King also cited new details in the report about Trump’s communications with his onetime political adviser Roger Stone regarding the imminent release of internal Democratic National Committee emails stolen by Russian intelligence and provided to WikiLeaks. The report notes that the Trump campaign had “brainstorming sessions” about how to prepare for the WikiLeaks releases and notes testimony from Gates that as soon as then-candidate Trump finished a call with Stone, he immediately pronounced that “more information would be coming” from WikiLeaks.

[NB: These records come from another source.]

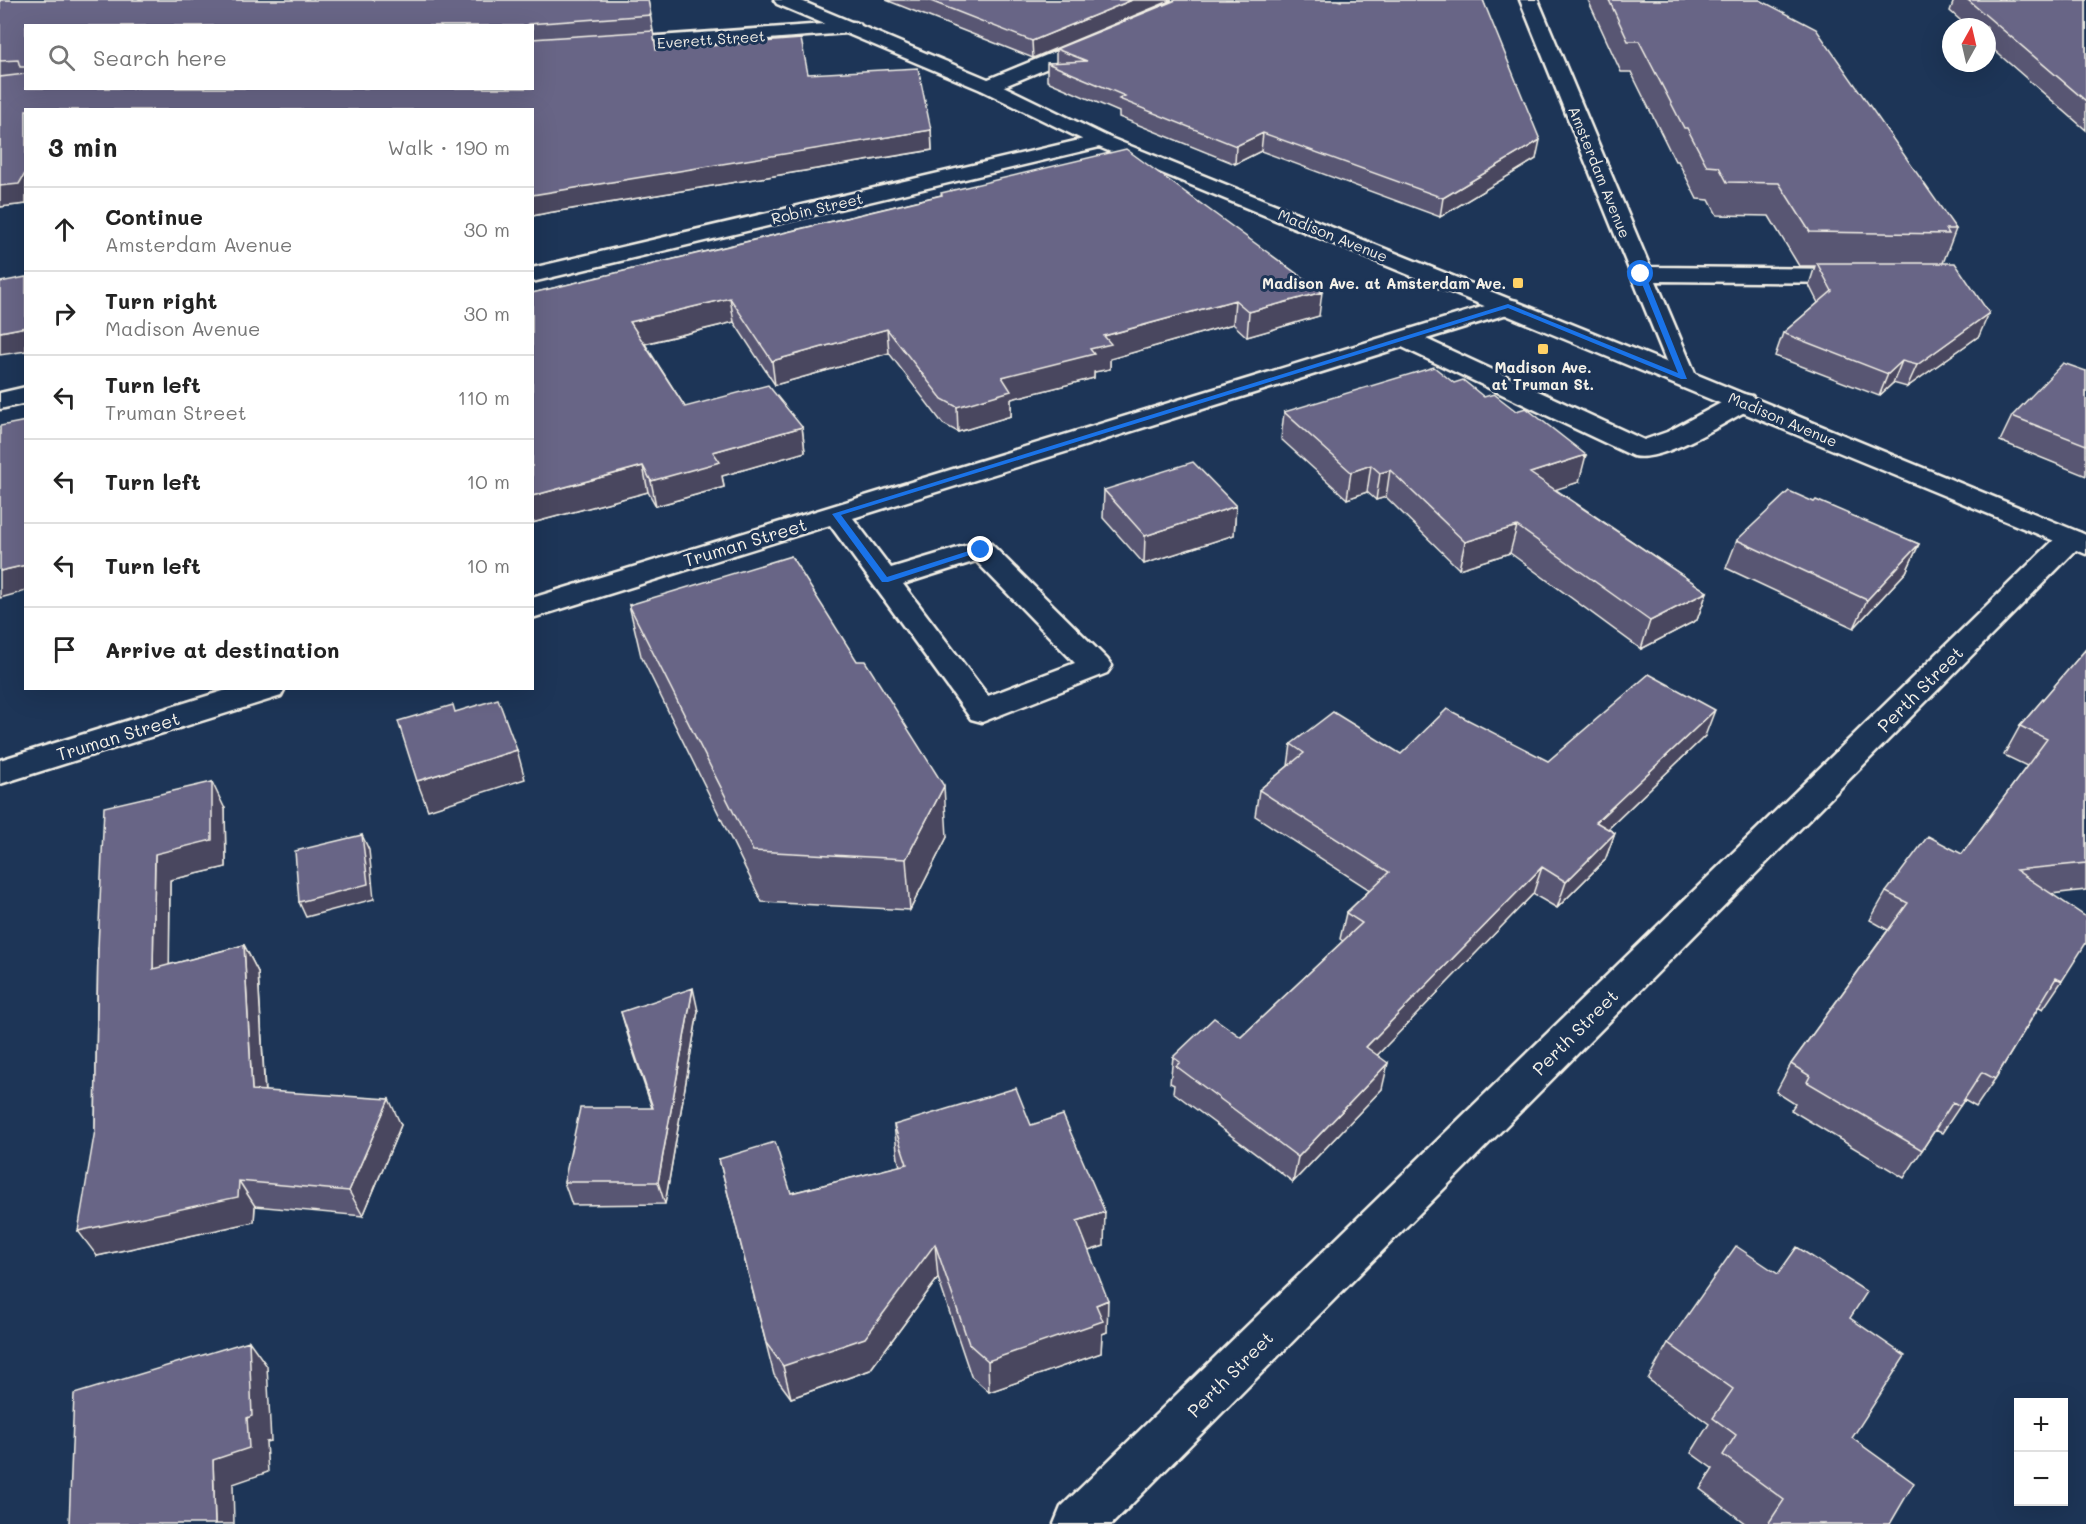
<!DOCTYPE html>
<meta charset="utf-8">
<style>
body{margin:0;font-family:Mali,sans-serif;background:#f2f2f2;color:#222}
.controls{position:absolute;right:18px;bottom:18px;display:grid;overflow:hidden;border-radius:0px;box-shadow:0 6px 24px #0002}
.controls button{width:54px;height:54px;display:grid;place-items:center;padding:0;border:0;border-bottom:2px solid #e0e0e0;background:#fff;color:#222;font:30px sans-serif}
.compass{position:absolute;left:1942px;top:18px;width:54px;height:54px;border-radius:50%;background:#fff;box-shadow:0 6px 24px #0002;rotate:8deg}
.stop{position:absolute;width:18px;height:18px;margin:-14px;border:4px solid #1a73e8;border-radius:50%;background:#fff}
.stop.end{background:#1a73e8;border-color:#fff;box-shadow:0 2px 6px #0008}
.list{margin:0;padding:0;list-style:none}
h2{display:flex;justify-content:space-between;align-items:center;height:78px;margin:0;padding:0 24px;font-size:26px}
h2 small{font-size:20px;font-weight:400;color:#767676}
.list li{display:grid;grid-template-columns:39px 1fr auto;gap:18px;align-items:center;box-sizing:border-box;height:84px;padding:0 24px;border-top:2px solid #e0e0e0}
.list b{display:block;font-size:22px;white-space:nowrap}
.list p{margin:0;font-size:20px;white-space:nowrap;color:#767676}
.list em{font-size:20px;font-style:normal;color:#767676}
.icon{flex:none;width:33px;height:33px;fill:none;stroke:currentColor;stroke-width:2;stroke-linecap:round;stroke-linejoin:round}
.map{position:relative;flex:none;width:2086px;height:1524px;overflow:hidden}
.search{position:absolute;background:#fff;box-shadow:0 6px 24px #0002;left:24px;top:24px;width:510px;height:66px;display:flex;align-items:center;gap:15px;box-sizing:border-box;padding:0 21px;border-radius:0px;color:#767676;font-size:22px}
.panel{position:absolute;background:#fff;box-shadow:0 6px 24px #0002;left:24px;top:108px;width:510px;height:582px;border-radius:0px}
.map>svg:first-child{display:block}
</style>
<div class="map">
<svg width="2086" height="1524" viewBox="0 0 2086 1524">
<rect width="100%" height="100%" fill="#1d3557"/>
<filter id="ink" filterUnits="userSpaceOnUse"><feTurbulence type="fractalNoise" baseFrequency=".0167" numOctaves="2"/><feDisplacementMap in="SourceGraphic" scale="12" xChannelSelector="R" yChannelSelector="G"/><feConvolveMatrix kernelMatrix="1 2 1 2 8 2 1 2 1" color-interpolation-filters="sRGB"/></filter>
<g filter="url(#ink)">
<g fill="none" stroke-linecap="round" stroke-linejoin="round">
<defs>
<path id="minor" d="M1520 0H1538L1650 267 1855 269 1863 271 1867 276 1863 281 1855 283 1656 281 1697 378 1693 383 1684 386 1675 383Z
M853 22 860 24 862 28 860 32 532 57V45Z
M1096 35 1103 37 1106 41 1103 45 995 90H981L978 86 981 82Z
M1101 135 1108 137 1111 141 1108 145 532 282V268Z
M1508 299 1517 301 1520 306 1517 311 1426 339 1644 440 1667 432 1734 396 1743 394 1752 396 1756 402 1752 408C1725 422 1663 463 1633 456L1402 347 853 518 891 568 981 541 991 544 1107 659 1112 666 1107 673 982 722 971 719 830 525 532 618V598ZM976 561 1075 663 988 696 903 584Z
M26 387V403L0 409V393Z
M2071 530 2081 533 2085 539 2081 545 1112 1524H1054L1061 1507 2061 533Z
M233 688H285L281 696 0 784V760Z"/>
<path id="major" d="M774 0H799L995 82 1108 137 1693 373 2086 535V554L1094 145 981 90 777 4Z"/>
</defs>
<use href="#minor" stroke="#f4f1e8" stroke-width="5"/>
<use href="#major" stroke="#f4f1e8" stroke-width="5"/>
<use href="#minor" fill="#1d3557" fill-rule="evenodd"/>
<use href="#major" fill="#1d3557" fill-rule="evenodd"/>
</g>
<path fill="#595773" stroke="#f4f1e8" stroke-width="1.5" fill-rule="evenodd" d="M0 0H648L656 50 808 74 931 130 932 150 547 213 532 216V110H26V204L0 207ZM26 26H532V88H26Z
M886 0H1172L1033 58Z
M1176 0H1483L1536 159 1440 217 1261 151 1235 164 1119 117V112L1047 81V63H1056V49Z
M1588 0H1760L1956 229 1943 263 1979 336 1907 387 1893 383 1879 396 1775 356 1783 333 1818 303 1809 285 1815 266H1799L1769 216 1717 215 1709 200 1697 199 1678 161H1675L1631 72H1621Z
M1954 0H2086V130L1987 44V27H1968L1950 11Z
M941 195 1319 316 1247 337 1233 324 1110 359V369L1094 372V378L1011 399V416L958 432 943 424 889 353 775 385 734 322 645 344 685 407 802 427 805 452 722 476 724 487 656 506 648 492 532 523V293Z
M2086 371V476L2000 441 2012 416Z
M1284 412 1579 482 1555 489 1707 592 1697 620 1641 649 1510 553 1459 569 1386 497 1376 500 1367 492 1347 499 1281 439Z
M1104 490 1236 506 1234 535 1144 564 1103 518Z
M1814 502 1919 544 1906 572 1854 628 1726 568 1737 540Z
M629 605 947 837 910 910 762 902 641 656Z
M2086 649V890L2051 894 2062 981 2043 1009 2039 1007 1995 1079 1976 1107 1964 1100 1942 1133 1935 1130 1904 1178 1791 1110 1795 1104 1776 1092 1791 1064 1888 930 1870 920 1886 892 1962 854 2027 766 2004 755 2020 726Z
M1705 736 1608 829 1615 833 1605 860 1557 908 1533 894 1377 1055 1382 1089 1293 1182 1173 1092 1174 1085 1170 1083 1173 1057 1241 1037 1343 941 1340 939 1346 913 1370 890 1255 816 1259 790 1288 766 1291 744 1401 754 1548 761Z
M225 809 226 867 170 880 169 965 244 945 258 972 265 1091 401 1125 363 1216 255 1206 254 1222 97 1256 95 1130 98 948Z
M698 1011 665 1204 572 1205 564 1182 652 1108 628 1036 621 1012Z
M894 1125H1031L1104 1246 1088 1251 1107 1332 1102 1334 1101 1353 989 1392 971 1376 938 1278 870 1370 791 1398 774 1375 719 1159 791 1193 900 1166 898 1159Z
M1778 1274 1850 1318 1852 1438 1890 1524H1746L1700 1489 1713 1469 1691 1453 1709 1424 1648 1379 1668 1343Z"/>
<path fill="#49475e" stroke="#f4f1e8" stroke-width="1.5" d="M1132 0H1172L1033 58 1032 41Z
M931 130 932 150 547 213 532 216V195L542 192Z
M1263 133 1261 151 1235 164 1236 146Z
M1540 140 1536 159 1440 217 1443 198Z
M26 172V204L0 207V186Z
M1322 292 1319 316 1247 337 1249 312Z
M730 298 734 322 635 346 630 322Z
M1235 300 1233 324 1110 359V369L1094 372V378L1011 399V416L958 432 957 407 1002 377 1090 349 1104 336Z
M1989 313 1979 336 1907 387 1917 365Z
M26 327V351L0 355V332Z
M887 329 889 353 775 385 772 361Z
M1902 361 1893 383 1879 396 1888 374Z
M802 427 805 452 722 476 724 487 656 506 651 481 713 452Z
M1586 455 1579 482 1524 500 1530 473Z
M1371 465 1367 492 1347 499 1351 472Z
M643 466 648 492 532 523V496Z
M1390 470 1386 497 1376 500 1380 473Z
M1236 506 1234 535 1144 564 1145 536Z
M1517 526 1510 553 1459 569 1465 542Z
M1919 544 1906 572 1854 628 1867 600Z
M26 565V591L0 598V571Z
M1707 592 1697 620 1641 649 1650 621Z
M1715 710 1705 736 1587 849 1596 822Z
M517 750 525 779 428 810 417 781Z
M212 782 225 809 226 867 170 880 169 995 153 969 155 854Z
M944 786 947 837 910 910 906 859Z
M1615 833 1605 860 1557 908 1566 882Z
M362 835 369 850 374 899 306 917 299 902Z
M1542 867 1533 894 1360 1073 1366 1047Z
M244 945 258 972 266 1115 252 1090Z
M693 988 698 1011 665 1204 658 1182Z
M1388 1063 1382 1089 1293 1182 1298 1157Z
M389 1099 401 1125 363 1216 349 1191Z
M239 1181 255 1206 254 1222 97 1256 78 1231Z
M1105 1212 1104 1246 1076 1255 1077 1221Z
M935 1244 938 1278 870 1370 791 1398 783 1366Z
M1108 1300 1107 1332 1102 1334 1101 1353 989 1392 988 1361 1096 1305Z
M249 1341 267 1366 271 1441 266 1442 268 1472 233 1484 234 1524H215L213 1460 247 1418Z"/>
<path fill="#686586" stroke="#f4f1e8" stroke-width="1.5" d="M0 0H648L651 15 528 24 527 26H26V67H20L18 60 0 61Z
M928 0H1132L1032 41Z
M1176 0H1337L1341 1V0H1483L1540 140 1443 198 1263 133 1236 146 1119 99 1125 96 1047 63 1087 61 1056 49Z
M1609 0H1760L1816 29 1956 229H1946L1949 234 1810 232 1779 183 1727 182 1719 167 1707 166 1687 128H1684L1639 41H1628Z
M1968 0H2086V101Z
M653 31 656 50 801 39 808 74 918 68 931 130 532 195V110H26V172L19 184 0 186V77L25 74 26 73V88H532V39Z
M1126 149 1322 292 1249 312 1235 300 1104 336 1111 344 1090 349 1094 354 1002 377 1011 391 957 407 942 399 887 329 772 361 730 298 630 322 685 407 768 385 802 427 713 452 720 462 651 481 643 466 532 496V293L942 195 941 193Z
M1817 263H1955L1989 313 1917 365 1902 361 1888 374 1783 333 1832 291Z
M26 277V327L0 332V282Z
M2063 363 2086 371V445L2012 416Z
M1434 367 1454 383 1463 380 1484 397 1494 394 1516 411 1526 408 1586 455 1530 473 1707 592 1650 621 1517 526 1465 542 1390 470 1380 473 1371 465 1351 472 1284 412Z
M26 421V565L0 571V426Z
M1193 462 1236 506 1145 536 1104 490Z
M1789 491 1814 502 1816 500 1919 544 1867 600 1737 540Z
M791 556 857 661H865L944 786 906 859 753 851 629 605Z
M2086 649V863L2016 870 2086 917V943L2062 981 2056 978 1995 1079 1982 1072 1960 1106 1953 1102 1922 1150 1807 1082 1810 1076 1791 1064 1908 903 1886 892 1928 836 1962 854 2047 739 2020 726Z
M1649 674 1715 710 1596 822 1615 833 1566 882 1542 867 1366 1047 1388 1063 1298 1157 1176 1066 1180 1062 1173 1057 1214 1018 1241 1037 1362 923 1346 913 1389 872 1259 790 1304 753 1291 744 1333 712 1401 754 1447 709 1548 761Z
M498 699 517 750 417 781 398 721 453 705 455 712Z
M212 782V840L155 854 153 969 244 945 252 1090 389 1099 349 1191 239 1181 238 1197 78 1231 95 1130 98 948 104 807Z
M362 835 368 884 299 902 295 851Z
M693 988 658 1182H564L580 1108H653L621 1012Z
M1016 1088 1031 1125 1063 1115 1105 1212 1077 1221 1108 1300 1096 1305 1103 1321 988 1361 969 1344 935 1244 865 1338 783 1366 766 1343 719 1159 775 1142 791 1193 907 1164 894 1125Z
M1736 1246 1778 1274 1797 1247 1867 1292 1850 1318 1905 1356 1852 1438 1914 1483 1890 1524H1768L1784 1500 1723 1455 1736 1435 1713 1418 1733 1389 1668 1343Z
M249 1341 252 1416 247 1418 249 1448 213 1460 215 1524H69L74 1394Z"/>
</g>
<path fill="#1a73e8" d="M1641 272 1645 274 1687 379H1681L1508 308 841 515 887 577 978 548 985 550 888 582H882L832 514 1508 304 1678 373 1638 274Z"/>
<g fill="#ffd166" stroke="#1d3557" stroke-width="2">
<rect x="1512" y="277" width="12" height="12" rx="3"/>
<rect x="1537" y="343" width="12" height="12" rx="3"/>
</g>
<g text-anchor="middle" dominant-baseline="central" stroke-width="6" stroke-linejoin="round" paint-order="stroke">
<g font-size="15" fill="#f4f1e8" stroke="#1d3557">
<text transform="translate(711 39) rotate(-4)">Everett Street</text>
<text transform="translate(1600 172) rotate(68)">Amsterdam Avenue</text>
<text transform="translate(817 208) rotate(-13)">Robin Street</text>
<text transform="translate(1333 235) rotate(22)">Madison Avenue</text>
<text transform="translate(1783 419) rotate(23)">Madison Avenue</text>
</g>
<g font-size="15" font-weight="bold" fill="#f4f1e8" stroke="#1d3557" text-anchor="end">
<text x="1506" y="283">Madison Ave. at Amsterdam Ave.</text>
<text x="1543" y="367" text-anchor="middle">Madison Ave.<tspan x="1543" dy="17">at Truman St.</tspan></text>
</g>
<g font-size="18" fill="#f4f1e8" stroke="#1d3557">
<text transform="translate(745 542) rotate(-17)">Truman Street</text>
<text transform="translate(1920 689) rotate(-45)">Perth Street</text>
<text transform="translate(118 736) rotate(-17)">Truman Street</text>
<text transform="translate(1575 1032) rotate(-45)">Perth Street</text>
<text transform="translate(1230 1374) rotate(-45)">Perth Street</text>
</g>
</g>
</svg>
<div class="controls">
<button>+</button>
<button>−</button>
</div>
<svg class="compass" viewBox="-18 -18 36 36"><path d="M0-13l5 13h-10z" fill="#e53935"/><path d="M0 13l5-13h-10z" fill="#767676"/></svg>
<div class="stop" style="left:1641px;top:274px"></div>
<div class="stop end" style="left:981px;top:550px"></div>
<div class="search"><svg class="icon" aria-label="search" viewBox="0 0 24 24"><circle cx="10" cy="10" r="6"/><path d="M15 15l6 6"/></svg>Search here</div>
<section class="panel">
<h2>3 min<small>Walk · 190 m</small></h2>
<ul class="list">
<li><svg class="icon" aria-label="ahead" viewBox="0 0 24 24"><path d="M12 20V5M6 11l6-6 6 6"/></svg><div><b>Continue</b><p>Amsterdam Avenue</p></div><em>30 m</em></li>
<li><svg class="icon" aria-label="right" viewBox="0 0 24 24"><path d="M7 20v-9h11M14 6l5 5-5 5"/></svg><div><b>Turn right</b><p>Madison Avenue</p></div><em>30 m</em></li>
<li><svg class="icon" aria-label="left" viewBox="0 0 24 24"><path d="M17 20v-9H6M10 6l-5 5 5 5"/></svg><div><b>Turn left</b><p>Truman Street</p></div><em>110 m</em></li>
<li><svg class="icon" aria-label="left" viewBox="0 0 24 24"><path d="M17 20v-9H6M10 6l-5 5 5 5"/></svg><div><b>Turn left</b></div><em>10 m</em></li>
<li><svg class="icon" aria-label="left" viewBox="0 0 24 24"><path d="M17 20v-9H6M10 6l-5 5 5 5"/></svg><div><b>Turn left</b></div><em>10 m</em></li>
<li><svg class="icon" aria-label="arrive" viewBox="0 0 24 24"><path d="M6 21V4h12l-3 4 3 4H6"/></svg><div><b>Arrive at destination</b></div></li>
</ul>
</section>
</div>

“That indicates a couple of things,” King said. “One, they knew WikiLeaks was involved in this; two, they had advance knowledge of what was coming; and three, the candidate himself knew about it. And so it’s a pretty damning set of facts, in my view.”

Trump, in sworn written testimony to Mueller, said that he did not recall speaking with Stone about WikiLeaks. King said Trump’s responses were “a little hard to swallow.”

“On numerous occasions the president has touted his incredible memory, that he just remembers anything and everything and anything. And I think in this case he had a memory lapse. When somebody says ‘I don’t recall,’ it’s hard to call that an untruthful statement, but it’s a little hard to swallow, given what appears to be a trail of these kinds of communications.”

WikiLeaks — and its releases about the Democrats — were never far from Trump’s mind, King said.

“Donald Trump always says things out loud. Later in the campaign, he kept — at every rally, he talked about WikiLeaks and how he loved WikiLeaks and WikiLeaks was releasing these things so it’s on the record,” he said.